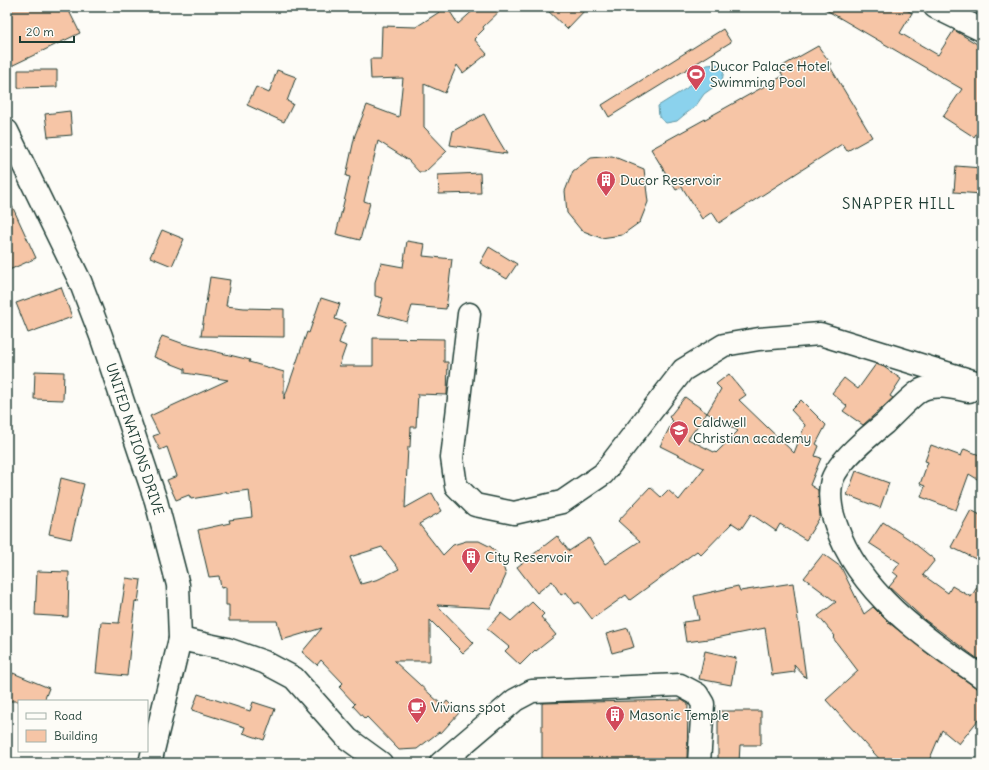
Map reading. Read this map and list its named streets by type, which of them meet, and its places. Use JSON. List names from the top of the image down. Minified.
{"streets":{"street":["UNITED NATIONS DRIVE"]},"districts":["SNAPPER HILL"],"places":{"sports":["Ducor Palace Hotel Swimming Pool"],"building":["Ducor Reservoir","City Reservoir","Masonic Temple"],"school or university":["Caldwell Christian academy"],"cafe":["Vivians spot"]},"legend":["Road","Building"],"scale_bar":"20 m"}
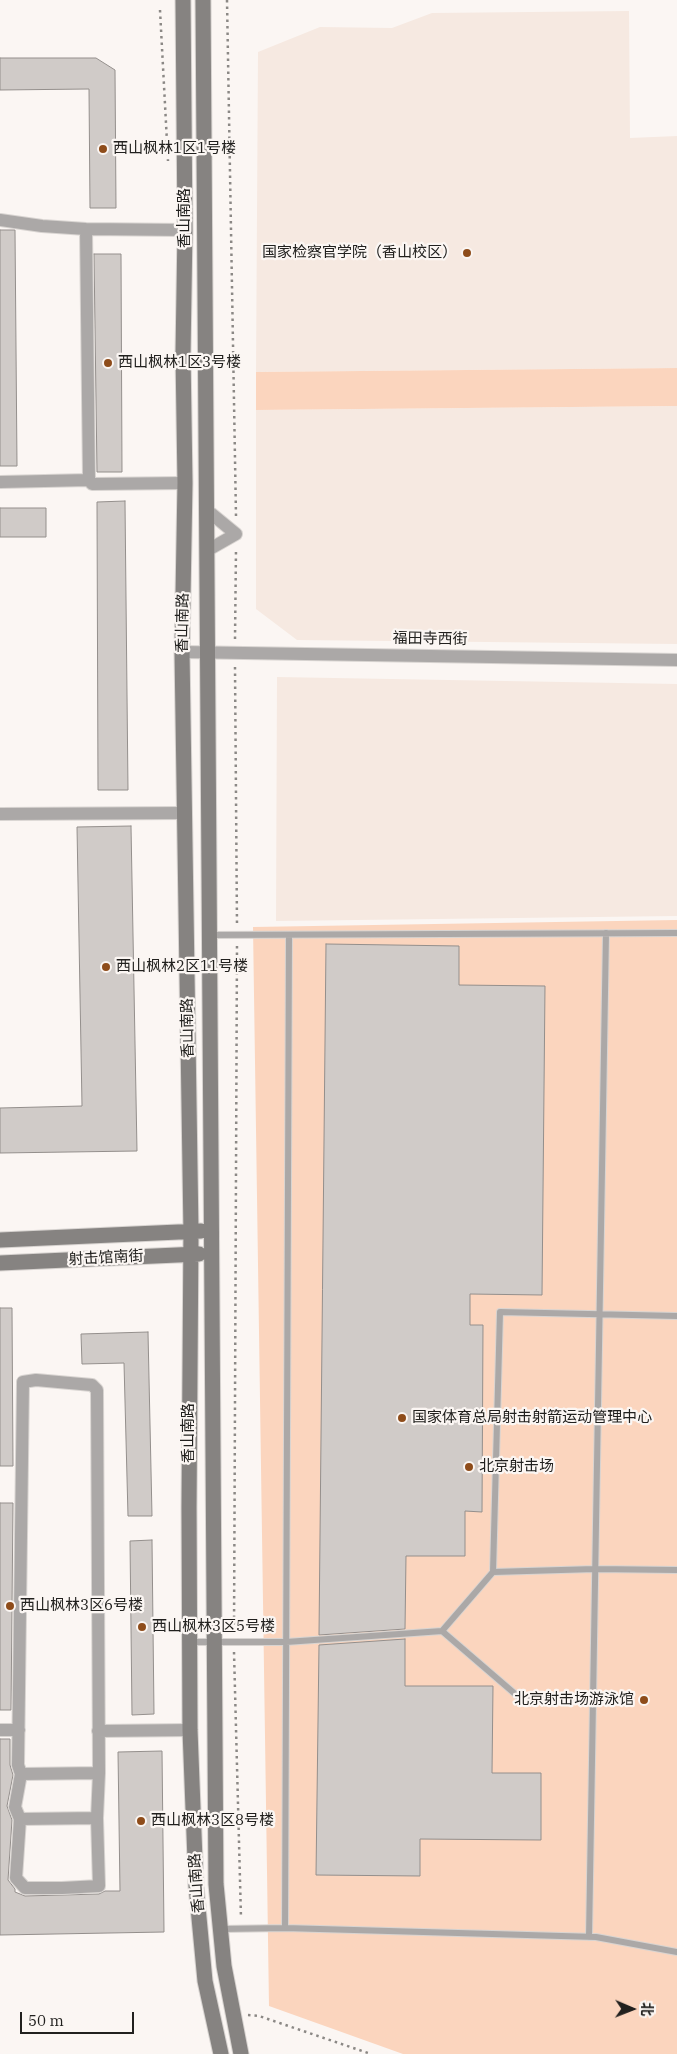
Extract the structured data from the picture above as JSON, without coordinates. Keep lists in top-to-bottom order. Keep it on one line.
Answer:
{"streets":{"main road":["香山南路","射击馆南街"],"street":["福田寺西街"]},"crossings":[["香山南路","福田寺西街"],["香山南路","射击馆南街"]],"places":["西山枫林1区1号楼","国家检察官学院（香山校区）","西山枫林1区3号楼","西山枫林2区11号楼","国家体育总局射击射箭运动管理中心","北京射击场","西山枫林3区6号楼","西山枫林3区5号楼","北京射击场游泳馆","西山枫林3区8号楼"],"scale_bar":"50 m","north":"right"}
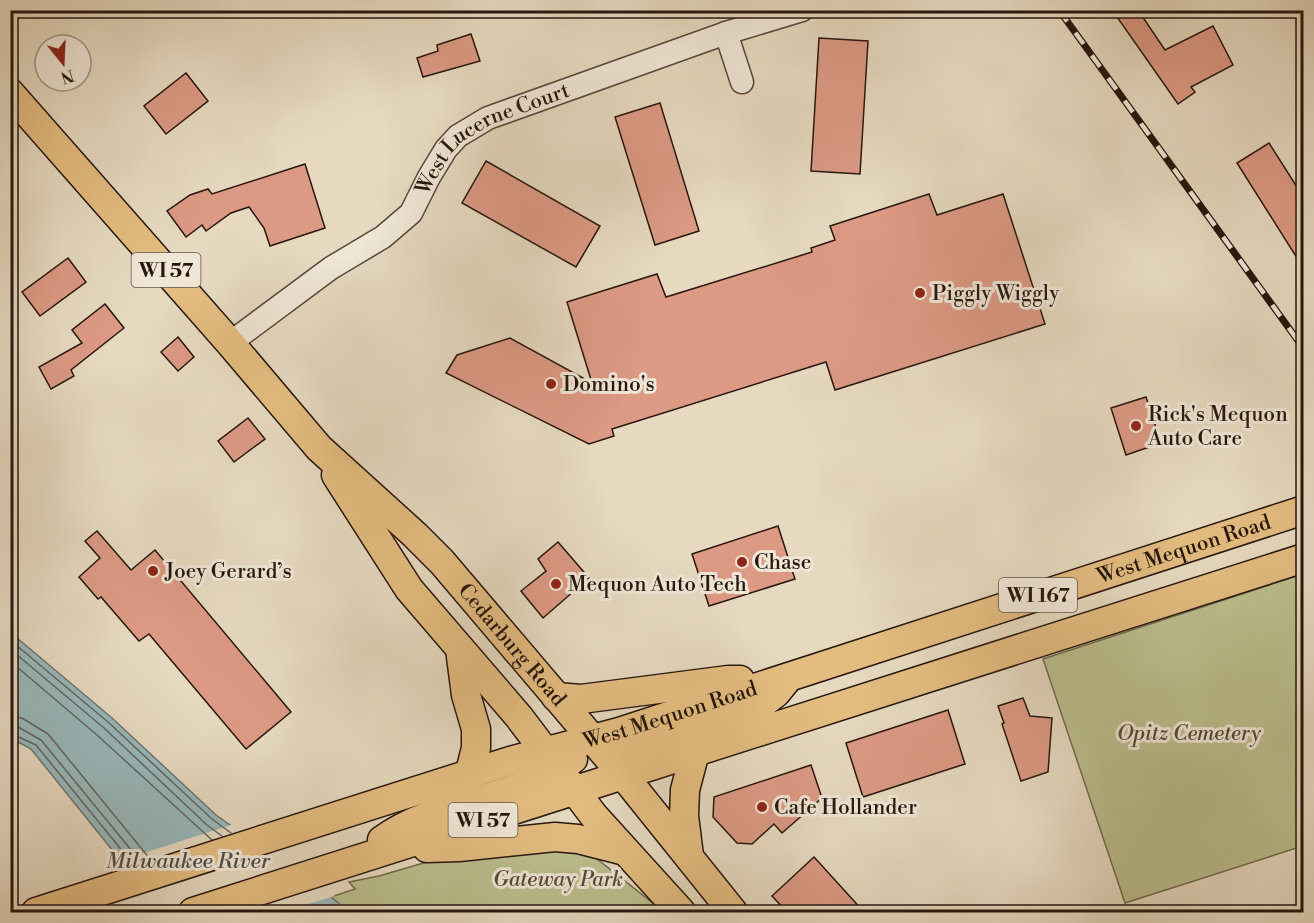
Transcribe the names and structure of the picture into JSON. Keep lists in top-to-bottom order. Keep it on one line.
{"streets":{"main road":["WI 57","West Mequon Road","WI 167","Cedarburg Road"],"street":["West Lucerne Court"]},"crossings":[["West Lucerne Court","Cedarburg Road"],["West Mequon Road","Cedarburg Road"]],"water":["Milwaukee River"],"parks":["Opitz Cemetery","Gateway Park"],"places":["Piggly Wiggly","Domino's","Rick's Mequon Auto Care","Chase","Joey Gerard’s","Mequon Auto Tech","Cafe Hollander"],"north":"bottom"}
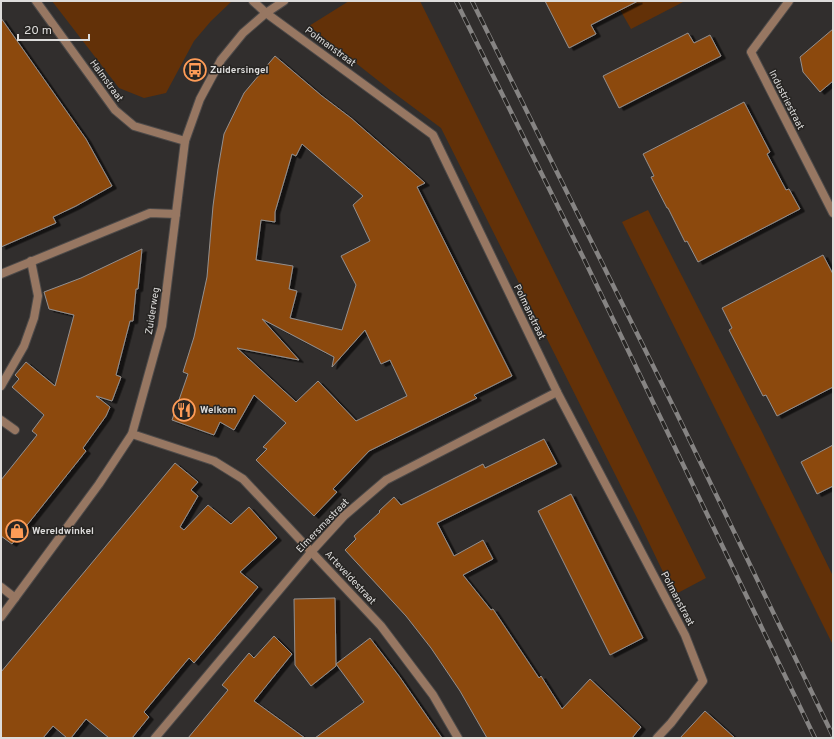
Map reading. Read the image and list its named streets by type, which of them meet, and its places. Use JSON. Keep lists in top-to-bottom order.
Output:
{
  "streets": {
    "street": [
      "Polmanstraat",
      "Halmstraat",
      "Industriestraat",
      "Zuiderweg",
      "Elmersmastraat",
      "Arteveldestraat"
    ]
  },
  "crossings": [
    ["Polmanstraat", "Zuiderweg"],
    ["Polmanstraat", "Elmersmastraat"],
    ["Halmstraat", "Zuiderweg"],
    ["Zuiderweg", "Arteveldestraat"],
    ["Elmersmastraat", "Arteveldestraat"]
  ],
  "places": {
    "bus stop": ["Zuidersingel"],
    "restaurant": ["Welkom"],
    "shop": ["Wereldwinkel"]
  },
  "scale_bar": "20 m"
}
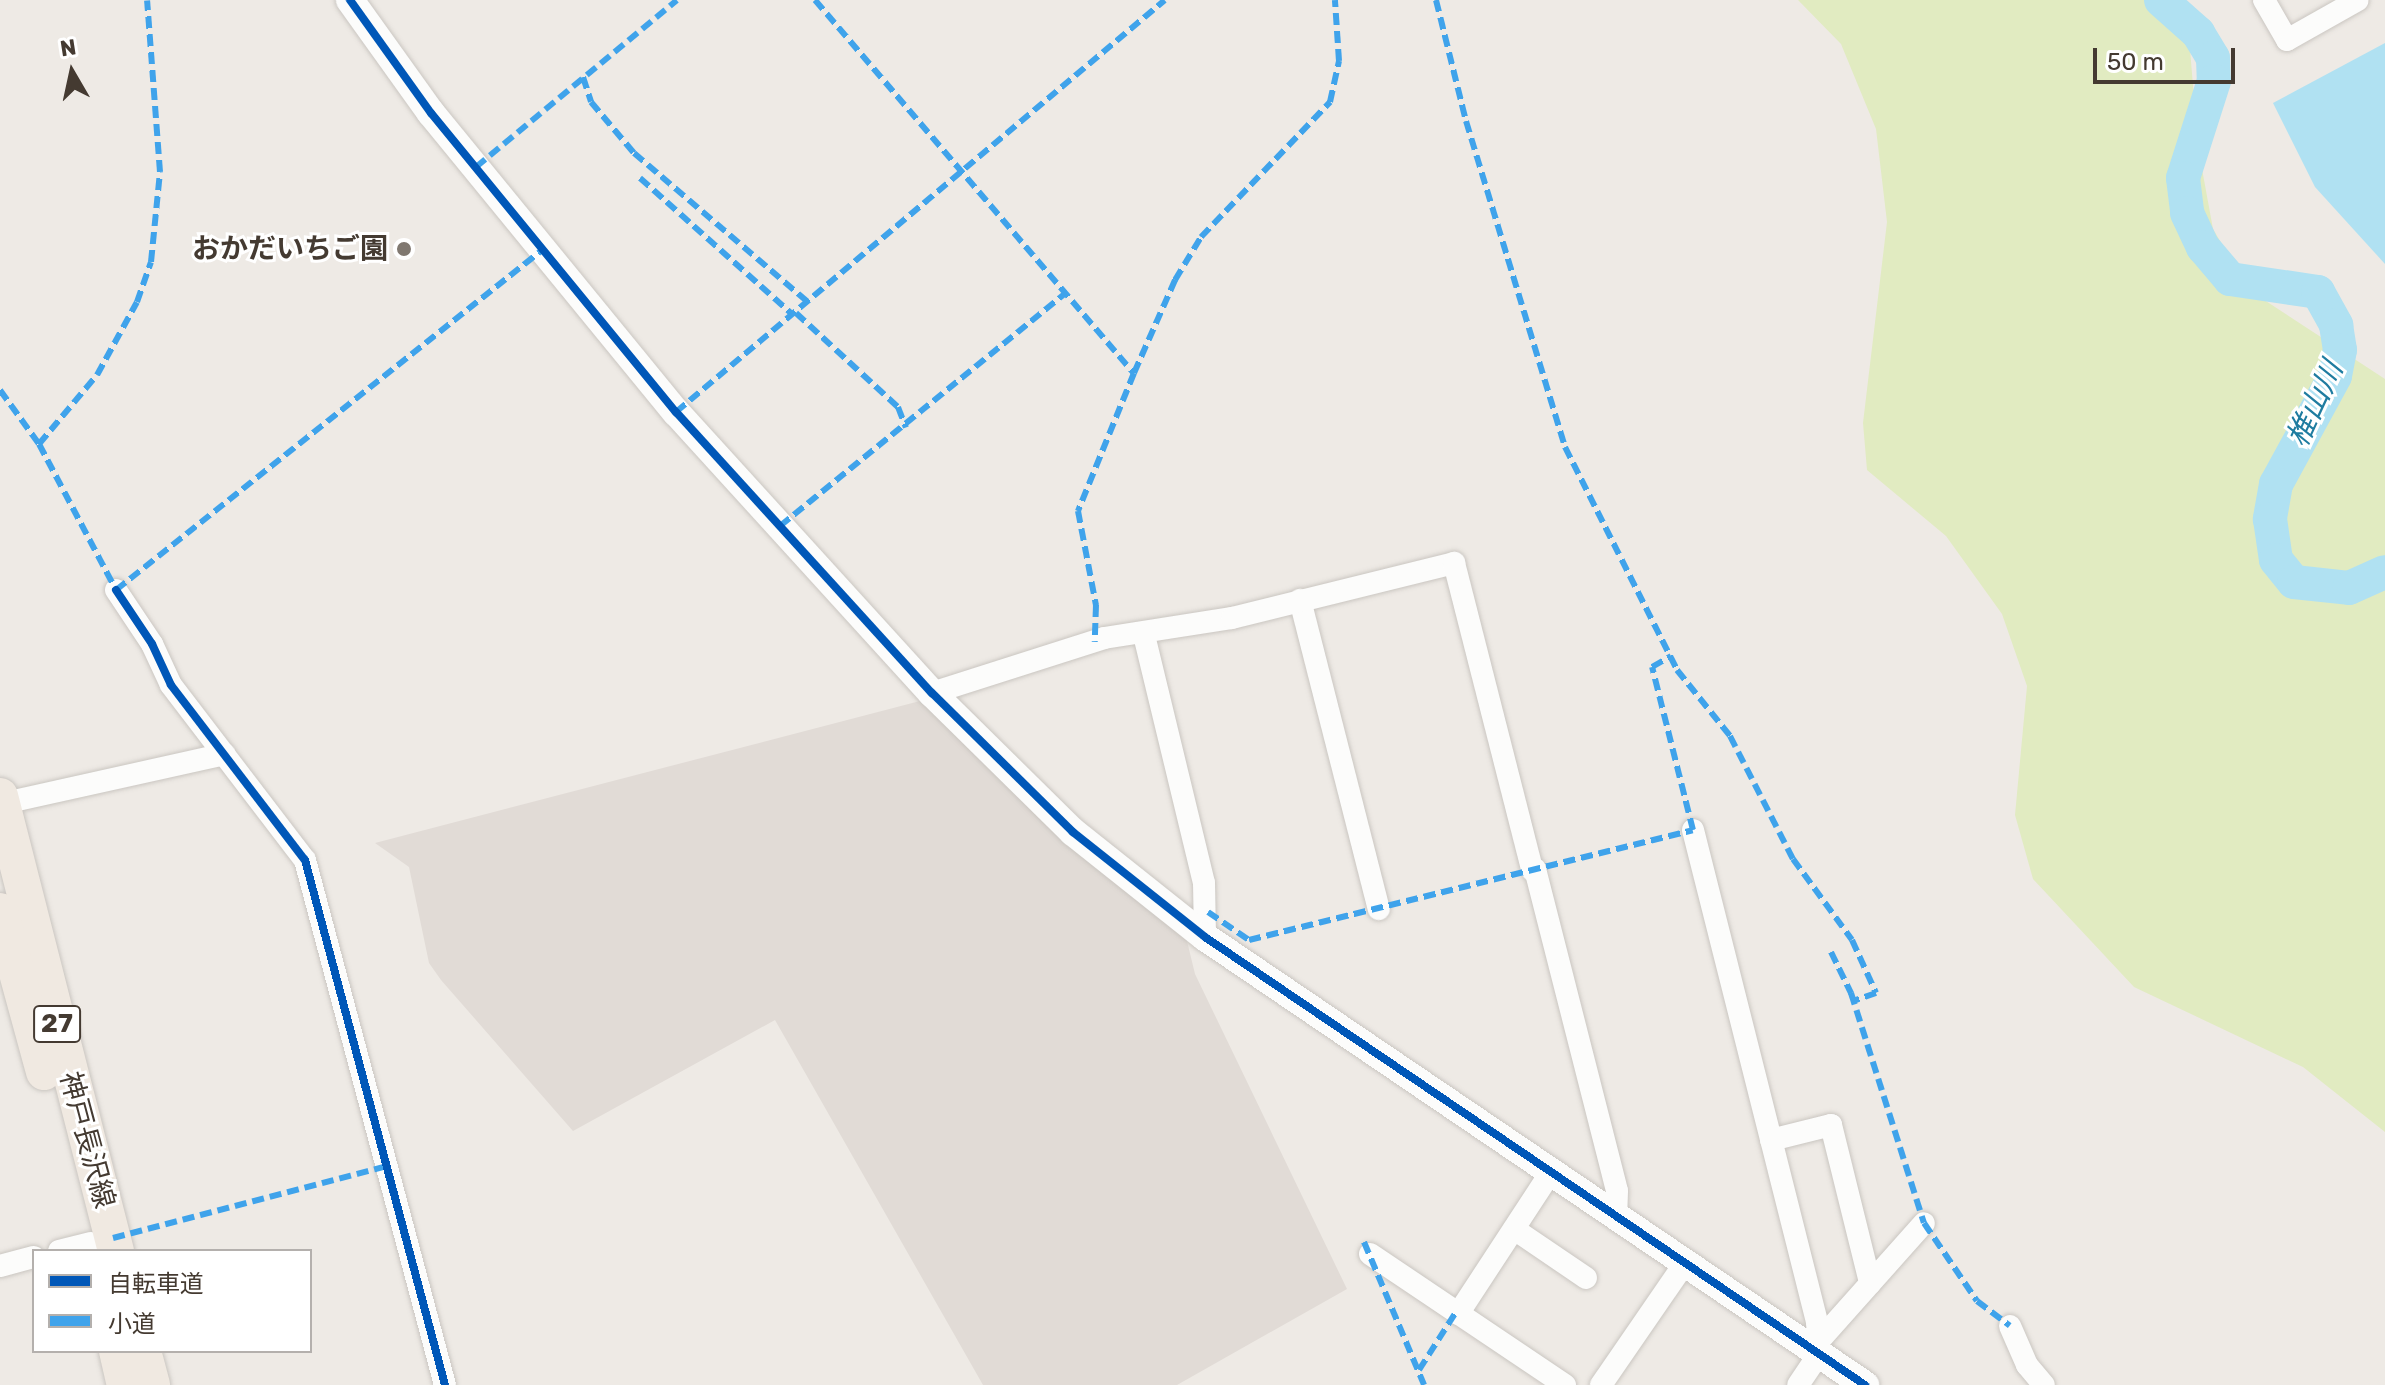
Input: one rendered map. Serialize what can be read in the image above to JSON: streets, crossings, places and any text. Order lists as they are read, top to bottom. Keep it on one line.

● ● ● ●

● WHAT YOU WILL DO:
Go through the listing, and whenever a line contains the string "above", copy that line.

● YOUR RESPONSE:
Extract the structured data from the picture above as JSON, without coordinates. Keep lists in top-to-bottom order. Keep it on one line.
Input: one rendered map. Serialize what can be read in the image above to JSON: streets, crossings, places and any text. Order lists as they are read, top to bottom. Keep it on one line.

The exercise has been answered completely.